Write out the records again, exactly, leaving none out.

== SUPPLIED DATA

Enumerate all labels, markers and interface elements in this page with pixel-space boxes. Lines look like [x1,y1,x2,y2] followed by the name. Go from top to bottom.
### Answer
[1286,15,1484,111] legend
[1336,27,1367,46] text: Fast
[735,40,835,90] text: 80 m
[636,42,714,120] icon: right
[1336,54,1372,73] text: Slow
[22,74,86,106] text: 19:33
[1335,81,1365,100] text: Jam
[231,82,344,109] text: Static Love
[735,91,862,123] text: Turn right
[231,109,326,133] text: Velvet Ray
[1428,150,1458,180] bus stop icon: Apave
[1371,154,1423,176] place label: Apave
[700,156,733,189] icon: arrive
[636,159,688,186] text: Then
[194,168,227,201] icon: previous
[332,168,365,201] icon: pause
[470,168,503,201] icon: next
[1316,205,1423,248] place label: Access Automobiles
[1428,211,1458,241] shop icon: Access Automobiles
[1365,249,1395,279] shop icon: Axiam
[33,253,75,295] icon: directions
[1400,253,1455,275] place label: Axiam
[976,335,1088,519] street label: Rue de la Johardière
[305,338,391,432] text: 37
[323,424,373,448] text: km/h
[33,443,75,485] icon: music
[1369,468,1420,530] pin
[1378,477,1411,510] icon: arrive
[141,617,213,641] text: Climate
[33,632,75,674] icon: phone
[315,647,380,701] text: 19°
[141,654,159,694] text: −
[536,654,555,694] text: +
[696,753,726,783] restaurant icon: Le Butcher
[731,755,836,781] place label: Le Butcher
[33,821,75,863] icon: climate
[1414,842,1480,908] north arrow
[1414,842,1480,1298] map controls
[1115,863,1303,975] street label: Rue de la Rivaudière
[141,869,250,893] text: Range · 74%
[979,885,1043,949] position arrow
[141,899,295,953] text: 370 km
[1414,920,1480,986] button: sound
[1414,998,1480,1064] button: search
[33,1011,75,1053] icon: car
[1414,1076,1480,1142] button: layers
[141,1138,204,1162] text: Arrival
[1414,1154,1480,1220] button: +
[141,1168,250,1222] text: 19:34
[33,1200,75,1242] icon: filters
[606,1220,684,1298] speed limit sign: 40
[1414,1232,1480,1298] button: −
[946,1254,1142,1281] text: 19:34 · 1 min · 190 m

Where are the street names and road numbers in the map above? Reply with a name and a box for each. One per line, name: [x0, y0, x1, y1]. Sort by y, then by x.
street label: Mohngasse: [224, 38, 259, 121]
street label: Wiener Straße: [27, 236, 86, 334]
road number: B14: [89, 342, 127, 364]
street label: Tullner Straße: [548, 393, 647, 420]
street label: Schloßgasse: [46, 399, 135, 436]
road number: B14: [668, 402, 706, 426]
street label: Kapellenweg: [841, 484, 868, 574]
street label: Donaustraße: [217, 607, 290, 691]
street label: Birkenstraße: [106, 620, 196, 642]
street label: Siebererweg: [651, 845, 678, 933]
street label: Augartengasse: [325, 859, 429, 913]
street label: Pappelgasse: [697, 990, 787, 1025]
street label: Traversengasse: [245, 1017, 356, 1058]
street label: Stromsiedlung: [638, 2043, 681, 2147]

====

• **ANSWER SPACE**
Enumerate all labels, markers and interface elements in this page with pixel-space boxes. Lines look like [x1,y1,x2,y2] followed by the name. Go from top to bottom.
### Answer
[1286,15,1484,111] legend
[1336,27,1367,46] text: Fast
[735,40,835,90] text: 80 m
[636,42,714,120] icon: right
[1336,54,1372,73] text: Slow
[22,74,86,106] text: 19:33
[1335,81,1365,100] text: Jam
[231,82,344,109] text: Static Love
[735,91,862,123] text: Turn right
[231,109,326,133] text: Velvet Ray
[1428,150,1458,180] bus stop icon: Apave
[1371,154,1423,176] place label: Apave
[700,156,733,189] icon: arrive
[636,159,688,186] text: Then
[194,168,227,201] icon: previous
[332,168,365,201] icon: pause
[470,168,503,201] icon: next
[1316,205,1423,248] place label: Access Automobiles
[1428,211,1458,241] shop icon: Access Automobiles
[1365,249,1395,279] shop icon: Axiam
[33,253,75,295] icon: directions
[1400,253,1455,275] place label: Axiam
[976,335,1088,519] street label: Rue de la Johardière
[305,338,391,432] text: 37
[323,424,373,448] text: km/h
[33,443,75,485] icon: music
[1369,468,1420,530] pin
[1378,477,1411,510] icon: arrive
[141,617,213,641] text: Climate
[33,632,75,674] icon: phone
[315,647,380,701] text: 19°
[141,654,159,694] text: −
[536,654,555,694] text: +
[696,753,726,783] restaurant icon: Le Butcher
[731,755,836,781] place label: Le Butcher
[33,821,75,863] icon: climate
[1414,842,1480,908] north arrow
[1414,842,1480,1298] map controls
[1115,863,1303,975] street label: Rue de la Rivaudière
[141,869,250,893] text: Range · 74%
[979,885,1043,949] position arrow
[141,899,295,953] text: 370 km
[1414,920,1480,986] button: sound
[1414,998,1480,1064] button: search
[33,1011,75,1053] icon: car
[1414,1076,1480,1142] button: layers
[141,1138,204,1162] text: Arrival
[1414,1154,1480,1220] button: +
[141,1168,250,1222] text: 19:34
[33,1200,75,1242] icon: filters
[606,1220,684,1298] speed limit sign: 40
[1414,1232,1480,1298] button: −
[946,1254,1142,1281] text: 19:34 · 1 min · 190 m

Where are the street names and road numbers in the map above? Reply with a name and a box for each. One per line, name: [x0, y0, x1, y1]. Sort by y, then by x.
street label: Mohngasse: [224, 38, 259, 121]
street label: Wiener Straße: [27, 236, 86, 334]
road number: B14: [89, 342, 127, 364]
street label: Tullner Straße: [548, 393, 647, 420]
street label: Schloßgasse: [46, 399, 135, 436]
road number: B14: [668, 402, 706, 426]
street label: Kapellenweg: [841, 484, 868, 574]
street label: Donaustraße: [217, 607, 290, 691]
street label: Birkenstraße: [106, 620, 196, 642]
street label: Siebererweg: [651, 845, 678, 933]
street label: Augartengasse: [325, 859, 429, 913]
street label: Pappelgasse: [697, 990, 787, 1025]
street label: Traversengasse: [245, 1017, 356, 1058]
street label: Stromsiedlung: [638, 2043, 681, 2147]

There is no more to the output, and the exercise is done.